The Marxists Are Coming

Calls to defund the Marxist left and similar mobilizations against rumors of a new red dawn are nothing new.
Book
Andrew Hartman
2025

According to Hartman, Marxism in America operates on a cycle of booms and busts, similar to the classical pattern of reform vs. reaction laid out by Richard Hofstadter in his 1955 work The Age of ReformKarl Marx in America identifies four Marx booms in America, beginning with the Gilded Age, during which radical inequality and an explosion in labor organizing and unionization lead to violent confrontations with the state and the forces of capital. There was also the wave of immigration to the United States from Europe, including Yiddish socialists, Italian anarchists, and German labor organizers; with our entry into World War I came the first Red Scare and state repression. Fears of the Soviet Union, the crushing of unions, the deportation of labor activists and Marxists meant a lull in Marxism in the 1920s while the economy proverbially roared. The Great Depression prompted a rush back to Marx now that the end of capitalism seemed nigh. The mobilizing forces of the New Deal also provided momentum; the second Red Scare of the late 1940s and 1950s was the predictable response to the theorists, politicians, and communists who had mobilized during the FDR presidency.

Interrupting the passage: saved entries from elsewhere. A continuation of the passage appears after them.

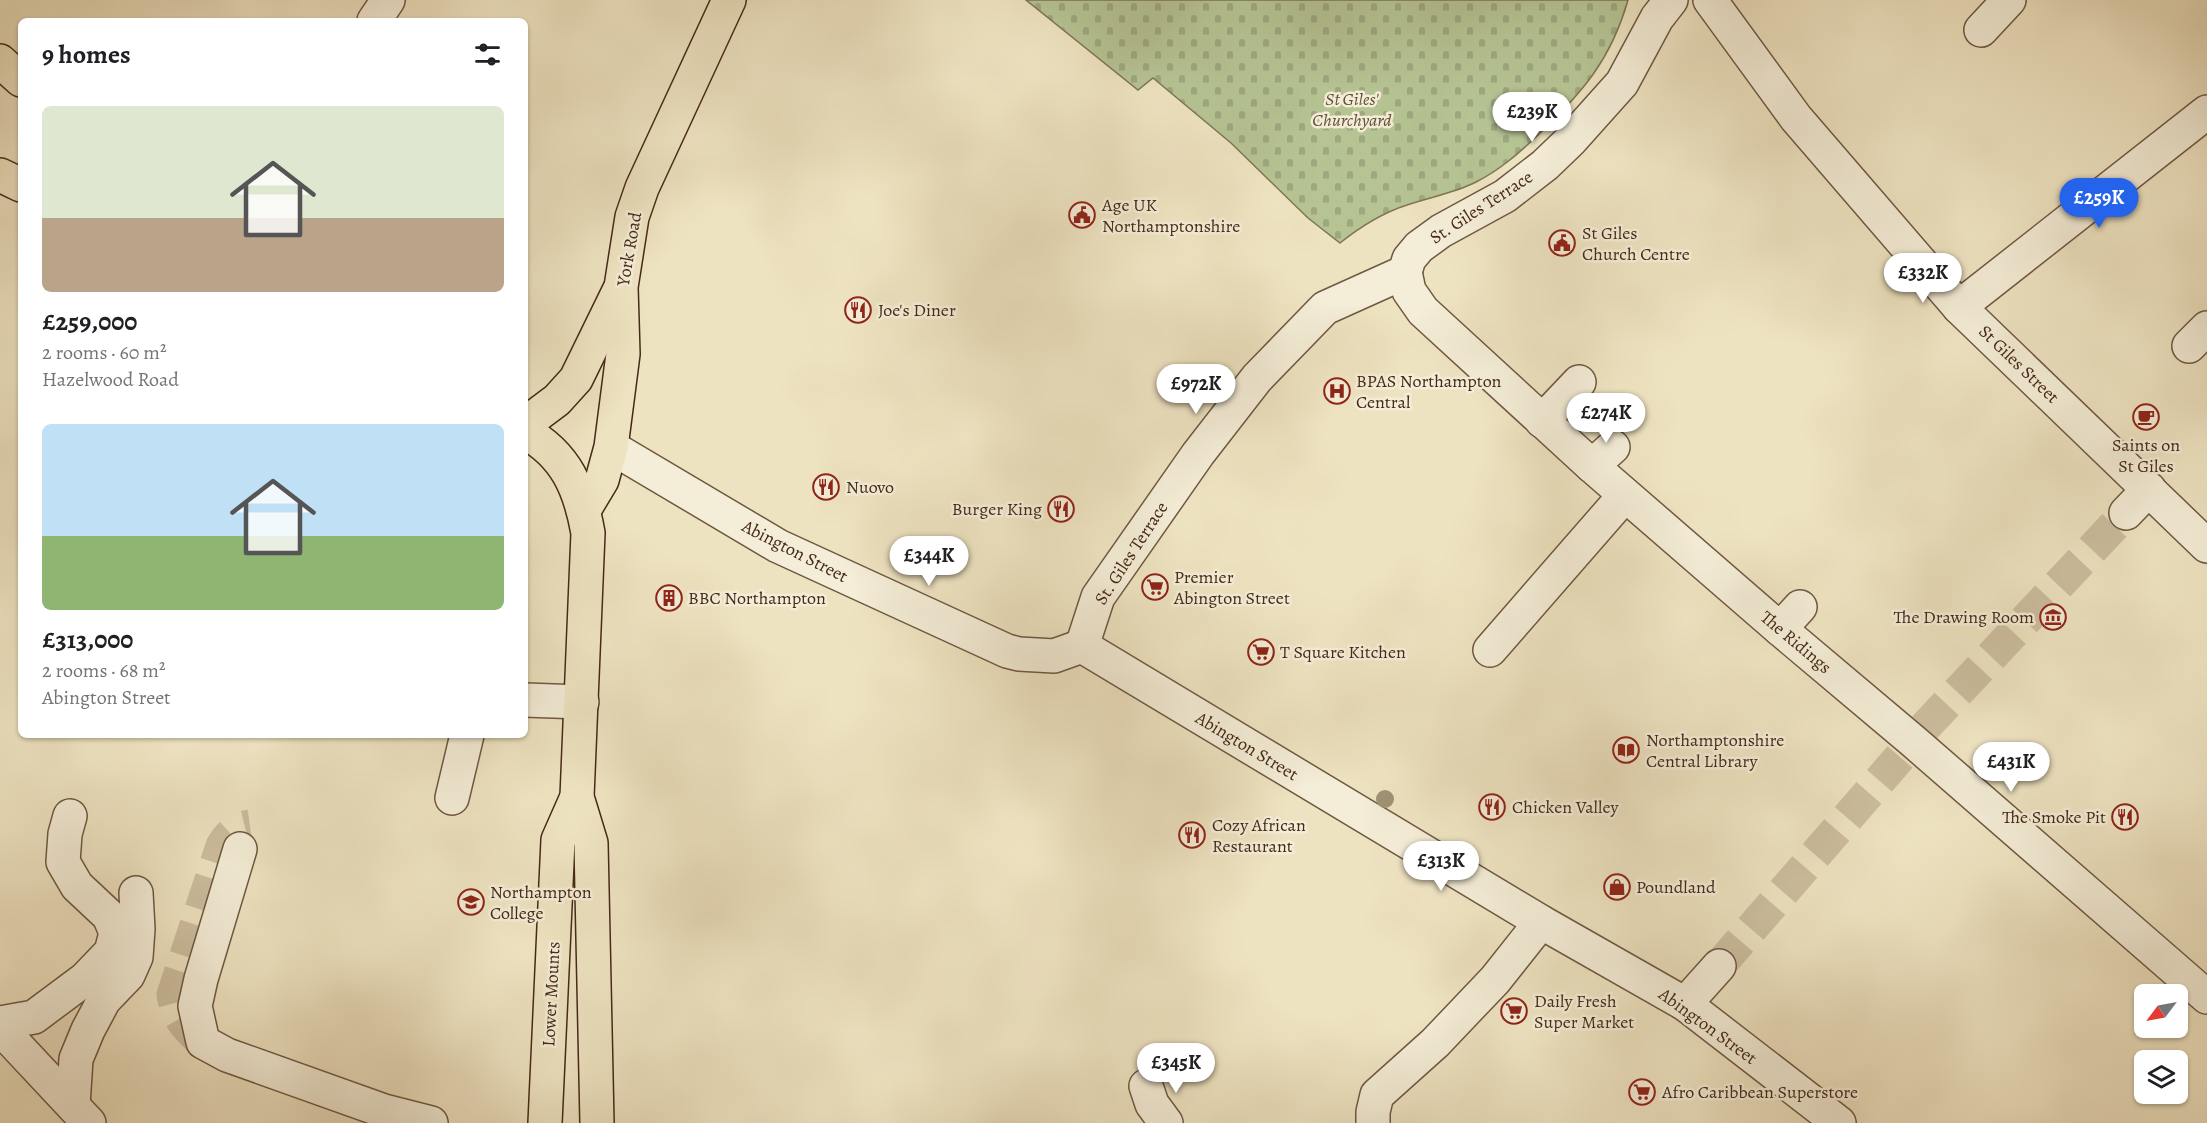 <!DOCTYPE html>
<html lang="en">
<head>
<meta charset="utf-8">
<style>
  :root { --surface:#fff; --page:#f6f6f6; --text:#202124; --muted:#757577; --accent:#2563eb }
  body { margin:0; font-family:Alegreya,serif; background:var(--page); color:var(--text); height:100vh; display:flex; flex-direction:column; font-size:22px; white-space:nowrap }
  * { box-sizing:border-box; margin:0 }
  p { font-size:20px; color:var(--muted) }
  .icon { flex:none; width:33px; height:33px; fill:none; stroke:currentColor; stroke-width:2; stroke-linecap:round; stroke-linejoin:round }
  .map { position:relative; flex:1; overflow:hidden }
  .side { position:absolute; left:18px; top:18px; width:510px; height:720px; display:flex; flex-direction:column; background:var(--surface); border-radius:9px; box-shadow:0 2px 4px #0004 }
  .side>* { flex:none }
  .needle { width:39px; rotate:238deg }
  .fabs { position:absolute; left:2134px; top:984px; display:grid; gap:12px }
  .fabs a { display:grid; place-items:center; width:54px; height:54px; border-radius:9px; background:var(--surface); box-shadow:0 2px 4px #0004; font-size:30px }
  .price { position:absolute; translate:-50% -51px; padding:0 14px; border-radius:21px; background:#fff; color:#222; font-size:20px; line-height:39px; filter:drop-shadow(0 2px 3px #0008) }
  .price::after { content:''; position:absolute; left:50%; top:36px; width:18px; height:14px; margin-left:-9px; background:inherit; clip-path:polygon(0 0,100% 0,50% 100%) }
  .price.selected { background:var(--accent); color:#fff }
  ul { padding:0; list-style:none }
  li { display:grid; align-content:center; gap:12px; height:318px; padding:0 24px }
  li span { display:grid; place-items:center; height:186px; border-radius:9px; color:#555 }
  li>.icon { margin-inline-start:auto }
  span .icon { width:108px; height:108px; fill:#fffc; stroke-width:1 }
  li b { font-size:26px }
  h2 { display:flex; justify-content:space-between; align-items:center; height:72px; padding:0 24px; font-size:26px }
  .map>svg:first-child { display:block }
  .cemetery { fill:url(#cemetery-stones); stroke:#7e7656; stroke-width:1.5 }
  .lines { fill:none; stroke-linecap:round; stroke-linejoin:round }
  .minor-tunnel { stroke:#ccbe9f; stroke-width:33; stroke-dasharray:33 16; stroke-linecap:butt }
  .minor-casing { stroke:#6f5842; stroke-width:36 }
  .major-casing { stroke:#452918; stroke-width:36 }
  .minor { stroke:#f4edd7; stroke-width:33 }
  .major { stroke:#eee3c1; stroke-width:33 }
  .tree { fill:#a09275 }
  .labels { text-anchor:middle; stroke-width:5; stroke-linejoin:round; paint-order:stroke }
  .park-label { font-size:18px; font-style:italic; fill:#615037; stroke:#f4edd7 }
  .poi-label { font-size:18px; fill:#452918; stroke:#f4edd7; text-anchor:start }
  .street-label { font-size:18px; fill:#452918; stroke:#f4edd7 }
</style>
</head>
<body>
<div class="map">
<svg width="2207" height="1123" viewBox="0 0 2207 1123">
  <defs>
    <pattern id="cemetery-stones" width="16" height="16" patternUnits="userSpaceOnUse" patternTransform="scale(1.5)"><rect width="16" height="16" fill="#b6c494"/><path d="M2 7V4a2 2 0 0 1 4 0v3zM10 15v-3a2 2 0 0 1 4 0v3z" fill="#9ea87f"/></pattern>
  </defs>
  <rect width="100%" height="100%" fill="#eee3c1"/>
  <filter id="stains"><feTurbulence type="fractalNoise" baseFrequency=".00333" numOctaves="4"/><feColorMatrix values="0 0 0 0 .2 0 0 0 0 .09 0 0 0 0 .02 0 0 0 .5 -.17"/></filter>
  <radialGradient id="worn" r=".72"><stop offset=".6" stop-color="#630" stop-opacity="0"/><stop offset="1" stop-color="#630" stop-opacity=".3"/></radialGradient>
  <path class="cemetery" d="M1026,0H1628C1611,60 1582,93 1538,135C1519,153 1500,170 1476,182C1455,193 1430,197 1407,205C1382,213 1360,227 1340,243L1308,218L1231,143L1153,78L1138,90Z"/>
  <g class="lines">
    <g class="minor-tunnel">
      <polyline points="1924,728 2126,513"/>
      <polyline points="1719,966 1900,757"/>
      <path d="M203,1042C186,1028 177,1018 173,995L222,846C229,834 236,828 250,826"/>
    </g>
    <g class="minor-casing">
      <g id="minor">
        <polyline points="1710,0 1796,118 1959,307 2207,546"/>
        <polyline points="374,21 388,0"/>
        <polyline points="1981,30 2009,0"/>
        <polyline points="1405,272 1409,291 1423,311 1592,466 1780,629 1913,741 2207,997"/>
        <polyline points="1959,307 2207,112"/>
        <polyline points="2189,346 2207,328"/>
        <polyline points="1542,421 1579,382"/>
        <polyline points="621,453 778,546 1007,651 1019,654 1054,656 1082,646 1541,922 1685,1004 1839,1123"/>
        <polyline points="1592,466 1613,447"/>
        <polyline points="2126,513 2149,489"/>
        <polyline points="1780,629 1800,607"/>
        <polyline points="1082,646 1098,597 1198,454 1257,378 1325,308 1405,272 1409,259 1419,247 1441,231 1505,196 1545,165 1571,140 1622,83 1657,18 1671,0"/>
        <polyline points="1490,650 1625,495"/>
        <polyline points="525,700 582,702"/>
        <polyline points="452,798 467,735"/>
        <polyline points="240,849 201,979 195,1006 203,1042 227,1055 384,1111 431,1123"/>
        <polyline points="1685,1004 1719,966"/>
        <polyline points="0,1023 34,1017 85,979 111,952 116,933 109,916 77,886 63,862 65,834 70,816"/>
        <polyline points="0,1028 89,1123"/>
        <polyline points="1146,1086 1152,1104 1166,1123"/>
        <polyline points="73,1105 76,1059 88,1030 104,1000 128,975 136,957 138,929 136,893"/>
        <polyline points="1373,1123 1373,1112 1377,1095 1435,1043 1495,980 1541,922"/>
      </g>
    </g>
    <g class="major-casing">
      <g id="major">
        <polyline points="0,61 21,80"/>
        <polyline points="0,175 21,185"/>
        <polyline points="525,424 557,400 576,379 619,291"/>
        <path d="M525,432C566,455 580,488 588,533L577,797L591,843L597,1123"/>
        <polyline points="584,510 602,480 611,447 623,354 621,287 632,217 642,188 729,0"/>
        <polyline points="545,1123 558,840 577,797"/>
      </g>
    </g>
    <use href="#minor" class="minor"/>
    <use href="#major" class="major"/>
  </g>
  <circle class="tree" cx="1385" cy="799" r="9"/>
  <defs>
    <g id="civic-ring" transform="scale(1.35)"><circle r="9.5" fill="#f4edd7" stroke="#8f2418" stroke-width="1.5"/><path d="M-.6-6.5H3V-4.5H.6V-3L4-1V1h2V6H-6V1h2V-1L-.6-3ZM-1.2 2.5V6h2.4V2.5Z" fill="#8f2418"/></g>
    <g id="restaurant-ring" transform="scale(1.35)"><circle r="9.5" fill="#f4edd7" stroke="#8f2418" stroke-width="1.5"/><path d="M-5-6h1v4h1v-4h1v4h1v-4h1v5L-1.5 .5V6h-2V.5L-5-1ZM5-6V6H3V1.5H1.5Q1.5-4 5-6Z" fill="#8f2418"/></g>
    <g id="hospital-ring" transform="scale(1.35)"><circle r="9.5" fill="#f4edd7" stroke="#8f2418" stroke-width="1.5"/><path d="M-5-5h3v3.5h4V-5h3V5h-3V1.5h-4V5h-3Z" fill="#8f2418"/></g>
    <g id="cafe-ring" transform="scale(1.35)"><circle r="9.5" fill="#f4edd7" stroke="#8f2418" stroke-width="1.5"/><path d="M-5.5-4.5H6V0H3Q3 3.5 0 3.5H-2.5Q-5.5 3.5-5.5 0ZM3-3.2v2h1.7v-2ZM-6 4.5H4V6H-6Z" fill="#8f2418"/></g>
    <g id="supermarket-ring" transform="scale(1.35)"><circle r="9.5" fill="#f4edd7" stroke="#8f2418" stroke-width="1.5"/><path d="M-6-5.5h2.5l.6 2H6L4.5 2H-2.5L-4.4-4H-6ZM-1.5 3.2a1.3 1.3 0 1 0 .1 0ZM3 3.2a1.3 1.3 0 1 0 .1 0Z" fill="#8f2418"/></g>
    <g id="building-ring" transform="scale(1.35)"><circle r="9.5" fill="#f4edd7" stroke="#8f2418" stroke-width="1.5"/><path d="M-4-6H4V6H1V3H-1V6H-4ZM-2.5-4.3h1.7v1.8h-1.7ZM.8-4.3h1.7v1.8H.8ZM-2.5-1h1.7V.8h-1.7ZM.8-1h1.7V.8H.8Z" fill="#8f2418"/></g>
    <g id="museum-ring" transform="scale(1.35)"><circle r="9.5" fill="#f4edd7" stroke="#8f2418" stroke-width="1.5"/><path d="M0-6L6-3V-2H-6V-3ZM-5-1h2V3h-2ZM-1-1h2V3h-2ZM3-1h2V3H3ZM-6 4H6V6H-6Z" fill="#8f2418"/></g>
    <g id="library-ring" transform="scale(1.35)"><circle r="9.5" fill="#f4edd7" stroke="#8f2418" stroke-width="1.5"/><path d="M-6-4Q-3-5.5-.7-3.5V5Q-3 3-6 4ZM6-4Q3-5.5 .7-3.5V5Q3 3 6 4Z" fill="#8f2418"/></g>
    <g id="shop-ring" transform="scale(1.35)"><circle r="9.5" fill="#f4edd7" stroke="#8f2418" stroke-width="1.5"/><path d="M-5-2.5h2.3a2.7 3.5 0 0 1 5.4 0H5L5.5 6h-11ZM-1.5-2.5h3a1.5 2.3 0 0 0-3 0Z" fill="#8f2418"/></g>
    <g id="university-ring" transform="scale(1.35)"><circle r="9.5" fill="#f4edd7" stroke="#8f2418" stroke-width="1.5"/><path d="M0-5L7-2L0 1L-7-2ZM-4 1L0 2.5L4 1V4Q0 6-4 4Z" fill="#8f2418"/></g>
  </defs>
  <g fill-rule="evenodd">
    <use href="#civic-ring" x="1082" y="215"/>
    <use href="#civic-ring" x="1562" y="243"/>
    <use href="#restaurant-ring" x="858" y="310"/>
    <use href="#hospital-ring" x="1337" y="391"/>
    <use href="#cafe-ring" x="2146" y="417"/>
    <use href="#restaurant-ring" x="826" y="487"/>
    <use href="#restaurant-ring" x="1061" y="509"/>
    <use href="#supermarket-ring" x="1155" y="587"/>
    <use href="#building-ring" x="669" y="598"/>
    <use href="#museum-ring" x="2053" y="617"/>
    <use href="#supermarket-ring" x="1261" y="652"/>
    <use href="#library-ring" x="1626" y="750"/>
    <use href="#restaurant-ring" x="1492" y="807"/>
    <use href="#restaurant-ring" x="2125" y="817"/>
    <use href="#restaurant-ring" x="1192" y="835"/>
    <use href="#shop-ring" x="1617" y="887"/>
    <use href="#university-ring" x="471" y="902"/>
    <use href="#supermarket-ring" x="1514" y="1011"/>
    <use href="#supermarket-ring" x="1642" y="1092"/>
  </g>
  <g class="labels">
    <g class="park-label">
      <text x="1352" y="105">St Giles'<tspan x="1352" dy="21">Churchyard</tspan></text>
    </g>
    <g class="poi-label">
      <text x="1102" y="211">Age UK<tspan x="1102" dy="21">Northamptonshire</tspan></text>
      <text x="1582" y="239">St Giles<tspan x="1582" dy="21">Church Centre</tspan></text>
      <text x="878" y="316">Joe's Diner</text>
      <text x="1356" y="387">BPAS Northampton<tspan x="1356" dy="21">Central</tspan></text>
      <text x="2146" y="451" text-anchor="middle">Saints on<tspan x="2146" dy="21">St Giles</tspan></text>
      <text x="846" y="493">Nuovo</text>
      <text x="1042" y="515" text-anchor="end">Burger King</text>
      <text x="1174" y="583">Premier<tspan x="1174" dy="21">Abington Street</tspan></text>
      <text x="688" y="604">BBC Northampton</text>
      <text x="2034" y="623" text-anchor="end">The Drawing Room</text>
      <text x="1280" y="658">T Square Kitchen</text>
      <text x="1646" y="746">Northamptonshire<tspan x="1646" dy="21">Central Library</tspan></text>
      <text x="1512" y="813">Chicken Valley</text>
      <text x="2106" y="823" text-anchor="end">The Smoke Pit</text>
      <text x="1212" y="831">Cozy African<tspan x="1212" dy="21">Restaurant</tspan></text>
      <text x="1636" y="893">Poundland</text>
      <text x="490" y="898">Northampton<tspan x="490" dy="21">College</tspan></text>
      <text x="1534" y="1007">Daily Fresh<tspan x="1534" dy="21">Super Market</tspan></text>
      <text x="1662" y="1098">Afro Caribbean Superstore</text>
    </g>
    <g class="street-label">
      <text transform="translate(1481 207) rotate(-33)" y="6">St. Giles Terrace</text>
      <text transform="translate(629 249) rotate(-80)" y="6">York Road</text>
      <text transform="translate(2019 364) rotate(44)" y="6">St Giles Street</text>
      <text transform="translate(795 551) rotate(27)" y="6">Abington Street</text>
      <text transform="translate(1131 553) rotate(-57)" y="6">St. Giles Terrace</text>
      <text transform="translate(1796 642) rotate(40)" y="6">The Ridings</text>
      <text transform="translate(1247 746) rotate(31)" y="6">Abington Street</text>
      <text transform="translate(551 994) rotate(-87)" y="6">Lower Mounts</text>
      <text transform="translate(1708 1026) rotate(36)" y="6">Abington Street</text>
    </g>
  </g>
  <rect width="100%" height="100%" filter="url(#stains)"/>
  <rect width="100%" height="100%" fill="url(#worn)"/>
</svg>
<div class="fabs">
<a><svg class="needle" viewBox="-14 -14 28 28"><path d="M0-13l5 13h-10z" fill="#e53935"/><path d="M0 13l5-13h-10z" fill="#757577"/></svg></a>
<a><svg class="icon" aria-label="layers" viewBox="0 0 24 24"><path d="M12 4l9 5-9 5-9-5zM3 14l9 5 9-5"/></svg></a>
</div>
<b class="price" style="left:1532px;top:143px">£239K</b>
<b class="price selected" style="left:2099px;top:229px">£259K</b>
<b class="price" style="left:1923px;top:304px">£332K</b>
<b class="price" style="left:1196px;top:415px">£972K</b>
<b class="price" style="left:1606px;top:444px">£274K</b>
<b class="price" style="left:929px;top:587px">£344K</b>
<b class="price" style="left:2011px;top:793px">£431K</b>
<b class="price" style="left:1441px;top:892px">£313K</b>
<b class="price" style="left:1176px;top:1094px">£345K</b>
<section class="side">
<h2>9 homes<svg class="icon" aria-label="filters" viewBox="0 0 24 24"><path d="M4 7h16M4 17h16"/><circle cx="9" cy="7" r="2"/><circle cx="15" cy="17" r="2"/></svg></h2>
<ul>
<li><span style="background:linear-gradient(#dfe7d0 60%,#b9a48a 0)"><svg class="icon" aria-label="home" viewBox="0 0 24 24"><path d="M3 11l9-7 9 7M6 9v11h12V9"/></svg></span><div><b>£259,000</b><p>2 rooms · 60 m²</p><p>Hazelwood Road</p></div></li>
<li><span style="background:linear-gradient(#bfe0f5 60%,#8fb573 0)"><svg class="icon" aria-label="home" viewBox="0 0 24 24"><path d="M3 11l9-7 9 7M6 9v11h12V9"/></svg></span><div><b>£313,000</b><p>2 rooms · 68 m²</p><p>Abington Street</p></div></li>
</ul>
</section>
</div>
</body>
</html>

The third Marx boom came packaged with the 1960s New Left, part of the general revolutionary wave of that decade, before the era of Reagan snuffed it out to such an extent that Friedrich Hayek would receive the Presidential Medal of Freedom in 1991. Marxism was at its nadir, seemingly defeated in the neoliberal aftermath of the Cold War. A small uptick in left wing activism in the late 1990s in response to the aggressive globalization of NAFTA was crushed by the American response to 9/11 and the global war on terror. Hartman ends with the by-now-rote emphasis on the 2008 financial crisis and its aftershocks, with Occupy Wall Street signaling the beginning of a fourth Marx boom in our current moment, curiously spliced with a new fearmongering at the highest offices in which Marxism functions as convenient catch-all boogeyman. Hartman’s breakthrough is in perceiving how each boom/bust is attended by a different avatar of Marx, as each facet finds its operative political atmosphere, hence his choice of chapter names: “Bolshevik,” “Prophet,” “False Prophet,” “Humanist Liberator,” etc.